In this population, we identified several regions of putative identity by descent among all three parents, and pairwise IBD differed among linkage groups (Figure 1 and Figure 3). We ruled out that these regions were caused by an unusual distribution of recombination events (Figure 2 and Figure 6) to support their identity by descent. We hypothesized that breeder selection led to regions identical by descent, and suggested plausible gene candidates as the targets of selection for some regions (Figure 3); however, many IBD regions currently lack gene candidates. The most obvious example of an IBD region explained by a candidate gene was the region encompassing the Afila gene; all three cultivars were afila mutant types, and presumably carried the same allele at this locus, accounting for the extended region of identity by descent. However, the behavior of the region around the gene A was puzzling. All three cultivars were homozygous for a and were white-flowered; however, the data suggested that recombination occurred close to the A locus in the ancestors of these lines, generating new haplotypes in this region. The contrast between A and Af probably reflected the antiquity of the introduction of white-flowered cultivars [17].
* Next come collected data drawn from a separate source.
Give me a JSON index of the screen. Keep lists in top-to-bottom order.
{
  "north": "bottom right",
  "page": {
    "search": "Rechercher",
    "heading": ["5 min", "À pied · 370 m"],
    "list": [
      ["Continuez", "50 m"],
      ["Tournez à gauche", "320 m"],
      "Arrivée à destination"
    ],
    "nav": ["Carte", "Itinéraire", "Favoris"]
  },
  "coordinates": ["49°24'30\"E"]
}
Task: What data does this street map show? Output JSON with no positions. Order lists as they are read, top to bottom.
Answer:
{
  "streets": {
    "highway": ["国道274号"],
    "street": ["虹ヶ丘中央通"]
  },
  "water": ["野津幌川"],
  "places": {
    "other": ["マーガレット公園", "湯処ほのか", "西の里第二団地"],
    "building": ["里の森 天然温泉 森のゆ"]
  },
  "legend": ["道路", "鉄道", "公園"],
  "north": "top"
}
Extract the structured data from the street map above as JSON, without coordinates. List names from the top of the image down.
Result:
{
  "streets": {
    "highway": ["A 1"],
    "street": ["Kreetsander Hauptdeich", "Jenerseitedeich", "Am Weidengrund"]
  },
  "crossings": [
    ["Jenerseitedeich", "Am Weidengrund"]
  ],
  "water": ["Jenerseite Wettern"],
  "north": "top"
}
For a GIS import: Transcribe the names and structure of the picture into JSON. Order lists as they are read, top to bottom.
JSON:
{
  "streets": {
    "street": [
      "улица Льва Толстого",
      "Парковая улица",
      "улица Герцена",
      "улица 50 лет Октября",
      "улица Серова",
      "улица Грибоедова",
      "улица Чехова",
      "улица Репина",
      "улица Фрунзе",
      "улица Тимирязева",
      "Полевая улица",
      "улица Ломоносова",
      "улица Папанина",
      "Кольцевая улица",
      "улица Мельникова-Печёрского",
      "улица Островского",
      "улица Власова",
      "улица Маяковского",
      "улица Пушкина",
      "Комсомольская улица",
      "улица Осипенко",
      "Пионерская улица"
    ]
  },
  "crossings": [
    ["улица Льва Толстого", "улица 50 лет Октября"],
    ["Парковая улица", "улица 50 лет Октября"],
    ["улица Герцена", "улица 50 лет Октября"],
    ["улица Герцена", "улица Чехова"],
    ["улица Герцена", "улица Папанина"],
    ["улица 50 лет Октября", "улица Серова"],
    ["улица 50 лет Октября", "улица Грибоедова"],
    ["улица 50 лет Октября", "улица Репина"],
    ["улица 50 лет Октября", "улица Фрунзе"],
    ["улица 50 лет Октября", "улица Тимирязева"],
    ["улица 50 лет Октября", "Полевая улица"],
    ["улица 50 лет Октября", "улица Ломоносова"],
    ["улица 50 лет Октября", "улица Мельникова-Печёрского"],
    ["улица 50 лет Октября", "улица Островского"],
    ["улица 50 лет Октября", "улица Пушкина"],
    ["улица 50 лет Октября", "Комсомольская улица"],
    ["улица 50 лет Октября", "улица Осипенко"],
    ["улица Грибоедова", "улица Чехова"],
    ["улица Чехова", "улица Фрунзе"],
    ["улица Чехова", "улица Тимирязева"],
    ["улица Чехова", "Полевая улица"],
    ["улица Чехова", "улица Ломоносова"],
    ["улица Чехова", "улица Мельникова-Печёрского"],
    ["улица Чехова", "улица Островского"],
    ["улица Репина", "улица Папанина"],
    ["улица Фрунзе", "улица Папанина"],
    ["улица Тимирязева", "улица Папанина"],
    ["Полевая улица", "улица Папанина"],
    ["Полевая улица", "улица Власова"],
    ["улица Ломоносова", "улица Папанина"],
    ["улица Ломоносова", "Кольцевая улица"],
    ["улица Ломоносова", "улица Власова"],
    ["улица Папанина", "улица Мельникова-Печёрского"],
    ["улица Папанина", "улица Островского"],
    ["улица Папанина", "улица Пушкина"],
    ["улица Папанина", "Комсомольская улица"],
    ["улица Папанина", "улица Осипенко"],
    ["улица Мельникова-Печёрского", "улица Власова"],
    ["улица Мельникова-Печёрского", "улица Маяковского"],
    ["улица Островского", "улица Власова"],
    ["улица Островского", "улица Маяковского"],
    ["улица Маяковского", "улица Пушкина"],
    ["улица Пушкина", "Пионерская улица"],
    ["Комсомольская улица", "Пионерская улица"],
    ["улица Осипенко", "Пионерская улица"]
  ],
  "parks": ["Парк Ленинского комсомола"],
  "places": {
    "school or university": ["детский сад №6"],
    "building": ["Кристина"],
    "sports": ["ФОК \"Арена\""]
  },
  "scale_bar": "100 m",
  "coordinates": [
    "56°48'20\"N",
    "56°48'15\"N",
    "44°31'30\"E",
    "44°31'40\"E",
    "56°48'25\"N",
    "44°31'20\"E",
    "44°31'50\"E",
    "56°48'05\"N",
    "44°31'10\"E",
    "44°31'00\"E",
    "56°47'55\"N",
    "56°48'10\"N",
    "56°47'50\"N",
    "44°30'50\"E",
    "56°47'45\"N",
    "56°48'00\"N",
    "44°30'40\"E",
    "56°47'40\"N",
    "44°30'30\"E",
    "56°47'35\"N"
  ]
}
A close examination of the genotypic data showed that recombination events were randomly distributed among RILs. Within the RILs, these were also randomly distributed with respect to the genetic map (Figure 2 and Figure 4). However, this was not the case with respect to the physical map, as we saw extended regions lacking recombination corresponding to the pericentromeres, as has been reported previously [2]. Outside these regions, the recombination rate per unit physical distance was reasonably constant (Figure 6 and Figure S4).
The high marker density and the number of RILs in the combined population enabled a simple single-marker-based approach to determine candidate genes underlying quantitative traits as illustrated by seed size (Figure 6 and Figure S5).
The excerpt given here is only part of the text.